-------- Records to use --------

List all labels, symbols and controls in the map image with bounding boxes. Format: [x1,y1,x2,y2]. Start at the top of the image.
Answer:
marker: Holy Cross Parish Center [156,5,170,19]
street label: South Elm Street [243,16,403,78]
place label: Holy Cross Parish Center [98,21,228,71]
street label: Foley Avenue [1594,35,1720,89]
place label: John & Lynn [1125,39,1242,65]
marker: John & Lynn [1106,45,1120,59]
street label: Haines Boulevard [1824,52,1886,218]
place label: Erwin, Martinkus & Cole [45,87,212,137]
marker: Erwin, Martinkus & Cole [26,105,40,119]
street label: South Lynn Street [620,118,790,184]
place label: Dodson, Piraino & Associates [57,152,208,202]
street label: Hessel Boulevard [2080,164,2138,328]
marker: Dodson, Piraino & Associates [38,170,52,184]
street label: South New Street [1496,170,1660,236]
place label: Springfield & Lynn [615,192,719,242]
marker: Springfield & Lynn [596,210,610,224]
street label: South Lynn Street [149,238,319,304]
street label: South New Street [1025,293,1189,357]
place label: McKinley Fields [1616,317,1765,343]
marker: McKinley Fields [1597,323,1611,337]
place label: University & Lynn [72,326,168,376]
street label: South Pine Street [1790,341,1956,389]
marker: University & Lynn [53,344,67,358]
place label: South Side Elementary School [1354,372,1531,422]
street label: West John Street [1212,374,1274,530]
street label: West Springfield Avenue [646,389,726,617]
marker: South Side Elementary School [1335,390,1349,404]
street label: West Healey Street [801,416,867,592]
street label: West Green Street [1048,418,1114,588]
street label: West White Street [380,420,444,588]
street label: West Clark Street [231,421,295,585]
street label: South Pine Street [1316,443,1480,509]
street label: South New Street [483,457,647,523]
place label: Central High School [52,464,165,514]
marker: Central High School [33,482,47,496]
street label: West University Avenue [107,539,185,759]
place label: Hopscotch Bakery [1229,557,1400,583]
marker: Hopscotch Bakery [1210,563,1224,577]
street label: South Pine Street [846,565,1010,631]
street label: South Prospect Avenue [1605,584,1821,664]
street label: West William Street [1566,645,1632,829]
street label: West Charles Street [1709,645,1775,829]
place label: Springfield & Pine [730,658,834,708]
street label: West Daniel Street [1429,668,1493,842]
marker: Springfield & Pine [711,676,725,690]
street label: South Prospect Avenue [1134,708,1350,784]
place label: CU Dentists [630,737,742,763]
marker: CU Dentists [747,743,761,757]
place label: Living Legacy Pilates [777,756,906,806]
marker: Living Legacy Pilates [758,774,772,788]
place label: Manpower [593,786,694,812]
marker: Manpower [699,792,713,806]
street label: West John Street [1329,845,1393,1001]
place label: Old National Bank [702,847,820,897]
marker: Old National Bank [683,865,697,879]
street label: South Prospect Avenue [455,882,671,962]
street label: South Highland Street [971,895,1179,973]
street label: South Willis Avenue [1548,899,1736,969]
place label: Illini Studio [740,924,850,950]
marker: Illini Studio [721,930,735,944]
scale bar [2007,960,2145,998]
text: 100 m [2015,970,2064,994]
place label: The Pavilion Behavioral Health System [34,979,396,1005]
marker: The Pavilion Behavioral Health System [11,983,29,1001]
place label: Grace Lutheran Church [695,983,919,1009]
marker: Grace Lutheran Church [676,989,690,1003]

--------

## [Task to complete]
Every line of the data must be written out again word for word.

## [The answer]
List all labels, symbols and controls in the map image with bounding boxes. Format: [x1,y1,x2,y2]. Start at the top of the image.
Answer:
marker: Holy Cross Parish Center [156,5,170,19]
street label: South Elm Street [243,16,403,78]
place label: Holy Cross Parish Center [98,21,228,71]
street label: Foley Avenue [1594,35,1720,89]
place label: John & Lynn [1125,39,1242,65]
marker: John & Lynn [1106,45,1120,59]
street label: Haines Boulevard [1824,52,1886,218]
place label: Erwin, Martinkus & Cole [45,87,212,137]
marker: Erwin, Martinkus & Cole [26,105,40,119]
street label: South Lynn Street [620,118,790,184]
place label: Dodson, Piraino & Associates [57,152,208,202]
street label: Hessel Boulevard [2080,164,2138,328]
marker: Dodson, Piraino & Associates [38,170,52,184]
street label: South New Street [1496,170,1660,236]
place label: Springfield & Lynn [615,192,719,242]
marker: Springfield & Lynn [596,210,610,224]
street label: South Lynn Street [149,238,319,304]
street label: South New Street [1025,293,1189,357]
place label: McKinley Fields [1616,317,1765,343]
marker: McKinley Fields [1597,323,1611,337]
place label: University & Lynn [72,326,168,376]
street label: South Pine Street [1790,341,1956,389]
marker: University & Lynn [53,344,67,358]
place label: South Side Elementary School [1354,372,1531,422]
street label: West John Street [1212,374,1274,530]
street label: West Springfield Avenue [646,389,726,617]
marker: South Side Elementary School [1335,390,1349,404]
street label: West Healey Street [801,416,867,592]
street label: West Green Street [1048,418,1114,588]
street label: West White Street [380,420,444,588]
street label: West Clark Street [231,421,295,585]
street label: South Pine Street [1316,443,1480,509]
street label: South New Street [483,457,647,523]
place label: Central High School [52,464,165,514]
marker: Central High School [33,482,47,496]
street label: West University Avenue [107,539,185,759]
place label: Hopscotch Bakery [1229,557,1400,583]
marker: Hopscotch Bakery [1210,563,1224,577]
street label: South Pine Street [846,565,1010,631]
street label: South Prospect Avenue [1605,584,1821,664]
street label: West William Street [1566,645,1632,829]
street label: West Charles Street [1709,645,1775,829]
place label: Springfield & Pine [730,658,834,708]
street label: West Daniel Street [1429,668,1493,842]
marker: Springfield & Pine [711,676,725,690]
street label: South Prospect Avenue [1134,708,1350,784]
place label: CU Dentists [630,737,742,763]
marker: CU Dentists [747,743,761,757]
place label: Living Legacy Pilates [777,756,906,806]
marker: Living Legacy Pilates [758,774,772,788]
place label: Manpower [593,786,694,812]
marker: Manpower [699,792,713,806]
street label: West John Street [1329,845,1393,1001]
place label: Old National Bank [702,847,820,897]
marker: Old National Bank [683,865,697,879]
street label: South Prospect Avenue [455,882,671,962]
street label: South Highland Street [971,895,1179,973]
street label: South Willis Avenue [1548,899,1736,969]
place label: Illini Studio [740,924,850,950]
marker: Illini Studio [721,930,735,944]
scale bar [2007,960,2145,998]
text: 100 m [2015,970,2064,994]
place label: The Pavilion Behavioral Health System [34,979,396,1005]
marker: The Pavilion Behavioral Health System [11,983,29,1001]
place label: Grace Lutheran Church [695,983,919,1009]
marker: Grace Lutheran Church [676,989,690,1003]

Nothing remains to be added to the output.